The administration’s latest defense budget request includes some of these steps. The budget closes the production line for the C-17 and ends the Navy’s EP(X) intelligence aircraft program. And Secretary Robert Gates is right to hold the line against production of the second engine for the F-35 Joint Strike Fighter. These cuts and reprioritizations are fiscally and strategically smart.

Other moves are cause for concern. Secretary Gates’s newly announced initiative to restructure the Joint Strike Fighter program is a welcome development, but the secretary’s decision to increase the buy of Joint Strike Fighters from 30 planes in FY 2010 to 42 units in FY 2011 is risky given the program’s history of being over budget and behind schedule. The Pentagon should stop production of the plane and keep it in R&D mode this year until it can determine whether the restructuring efforts are adequate to reform the program. It should also remove the one plane slated to be funded through the Overseas Contingency Operations budget. This could save up to $200 million per plane.

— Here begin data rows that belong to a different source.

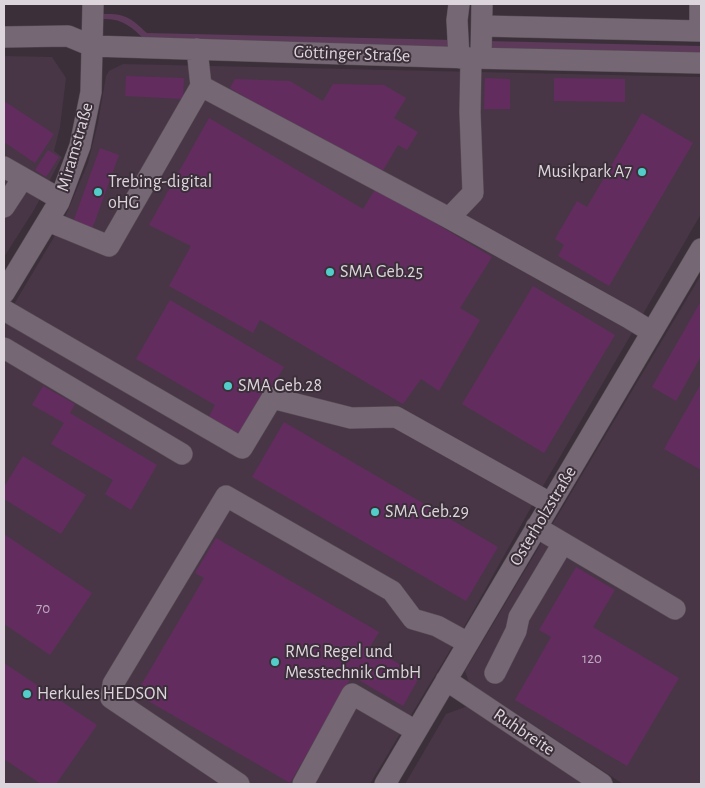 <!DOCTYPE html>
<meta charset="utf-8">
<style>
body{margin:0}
#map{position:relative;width:705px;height:788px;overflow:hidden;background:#3b2f3a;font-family:"Alegreya Sans",sans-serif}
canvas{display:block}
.frame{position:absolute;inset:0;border:5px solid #ddd5dc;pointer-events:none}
</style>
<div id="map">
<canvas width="705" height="788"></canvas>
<div class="frame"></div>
</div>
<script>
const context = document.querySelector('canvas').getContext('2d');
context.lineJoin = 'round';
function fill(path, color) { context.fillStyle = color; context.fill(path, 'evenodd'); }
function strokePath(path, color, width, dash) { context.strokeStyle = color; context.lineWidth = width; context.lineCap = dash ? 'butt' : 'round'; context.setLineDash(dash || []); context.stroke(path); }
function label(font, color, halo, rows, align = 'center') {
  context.font = font + ' "Alegreya Sans",sans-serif'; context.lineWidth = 4; context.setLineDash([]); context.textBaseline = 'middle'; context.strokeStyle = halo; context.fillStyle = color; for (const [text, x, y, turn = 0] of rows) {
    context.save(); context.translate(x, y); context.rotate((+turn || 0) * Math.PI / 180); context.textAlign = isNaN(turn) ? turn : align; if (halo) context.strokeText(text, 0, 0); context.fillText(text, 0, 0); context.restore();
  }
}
const built = new Path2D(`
 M4,56L52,57L66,78L60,127L54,151L62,157L34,210L4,257Z
 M123,64L701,77V214L539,493L471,615L370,784H4V321L63,222L88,163L98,123L106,76L109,71Z
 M701,275V784H623L496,700L470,685L465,671Z
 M468,706L584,784H405L446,714Z`);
const green = new Path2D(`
 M103,14C125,13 131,18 147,33L454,40V47L145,40C132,27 122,18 103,19Z
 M487,41L701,46V53L487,48Z`);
const building = new Path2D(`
 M126,76L184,78L183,99L125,96Z
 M485,78L510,79V109H484Z
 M554,78L625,79V102L554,101Z
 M235,79L290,81L323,101L333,84L384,85L406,98L394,118L418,132L407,150L398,145L379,177L230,88Z
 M4,101L54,134L35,163L4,142Z
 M642,113L693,143L609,286L558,256L564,245L555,239L577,201L587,207Z
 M209,118L363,209L376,188L492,257L460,308L480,320L439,391L421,379L403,404L260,320L253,333L169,286L191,246L149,225Z
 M100,148L119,155L91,232L72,225Z
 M48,150L59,157L46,177L35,170Z
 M533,286L615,335L544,453L462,404Z
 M170,300L284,367L240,442L206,422L215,405L136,359Z
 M701,301V356L676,401L652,387Z
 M701,384V470L664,449Z
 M43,386L75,404L70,413L157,465L131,510L105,494L113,480L51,444L64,423L32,405Z
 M284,422L498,547L466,601L252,477Z
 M23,456L86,495L61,534L4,499V487Z
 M4,534L92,593L50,655L4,624Z
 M216,538L379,632L370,647L420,676L403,706L352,676L290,783L136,694L204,578L195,573Z
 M576,567L615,590L593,627L679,678L627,766L515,700L551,637L539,630Z
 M4,663L97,725L56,784H41L4,759Z`);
const minor = new Path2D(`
 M482,26L700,31V4
 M4,37L68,36L92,46L471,58L701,63
 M459,58L457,20L459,4
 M481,58L482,4
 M201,86L449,218L473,193L470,112L471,58
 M4,167L60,199
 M4,207L23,178
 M449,218L629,318L652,332
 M48,221L109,246L201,86L197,49
 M4,293L59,202L80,146L91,92L93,4
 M4,310L242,448L272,398L351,418L396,417L550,503
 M4,348L182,454
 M536,527L675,609
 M495,673L516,631L519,617L563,543
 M446,680L602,784
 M239,784L111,698L113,684L226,496L392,591L413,619L437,626L468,643
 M303,784L352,694L416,731
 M385,784L701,249`);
const markers = [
 [642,172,5,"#53cdca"],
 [98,192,5,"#53cdca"],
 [330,272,5,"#53cdca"],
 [228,386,5,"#53cdca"],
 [375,512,5,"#53cdca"],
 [275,662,5,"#53cdca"],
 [27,694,5,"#53cdca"]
];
const numberNames = [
 ["70",43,608],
 ["120",592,658]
];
const streetNames = [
 ["Göttinger Straße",352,54,2],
 ["Miramstraße",75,147,-74],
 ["Osterholzstraße",543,516,-59],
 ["Ruhbreite",524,732,34]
];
const poiNames = [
 ["Musikpark A7",632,172,"right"],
 ["Trebing-digital",108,182],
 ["oHG",108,203],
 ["SMA Geb.25",340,272],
 ["SMA Geb.28",238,386],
 ["SMA Geb.29",385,512],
 ["RMG Regel und",285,652],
 ["Messtechnik GmbH",285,673],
 ["Herkules HEDSON",37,694]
];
fill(built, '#483646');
fill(green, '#5d3a5a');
fill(building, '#632c5f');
strokePath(minor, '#564c55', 22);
strokePath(minor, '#756773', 21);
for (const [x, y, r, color] of markers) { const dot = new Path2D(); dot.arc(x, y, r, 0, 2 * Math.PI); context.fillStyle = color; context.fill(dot); strokePath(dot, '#3b2f3a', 2); }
label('15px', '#beabbd', null, numberNames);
label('18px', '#ddd5dc', '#3b2f3a', streetNames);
label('18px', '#ddd5dc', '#3b2f3a', poiNames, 'left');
</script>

Other budget changes that Congress should consider are:

■Canceling the Marine Corps’ expeditionary fighting vehicle
■Halting further production of the MV-22 Osprey
■Slowing down spending for missile defense while maintaining funding for its continued research and development
■Keeping the Virginia-class attack submarine production steady at one per year
■Cutting FY 2011 funding for the Army’s Future Combat Systems by one-third
■Slashing the U.S. strategic nuclear arsenal to 600 deployed warheads and 400 in reserve
■Implementing an across-the-board reduction in research, development, test, and evaluation funding
It is also critical that Congress work with the Pentagon this year to control the steadily increasing cost of military health care. As Secretary Gates noted in yesterday’s budget briefing, premiums for TRICARE, the military’s health care system, have not been raised in 15 years, despite the Department of Defense’s repeated efforts to institute a modest increase.

But the Pentagon needs a more responsible partner in Congress in order to make these necessary cuts and adjustments. Congress has in the past often sought to continue expensive, strategically unmerited programs such as the F-22 Raptor for political, rather than national security, reasons. Members of Congress should not seek to resurrect what few programs have been eliminated in the president’s defense budget request to curry favor in their districts.

A productive partnership between Congress and DOD this year can help to bring both the investment portion of the defense budget as well as the costly health care portion of the operations and support budget under control.

Lawrence J. Korb is a Senior Fellow at the Center for American Progress, Laura Conley is a Special Assistant for National Security and International Policy, and Sean Duggan is a Research Associate for National Security at American Progress.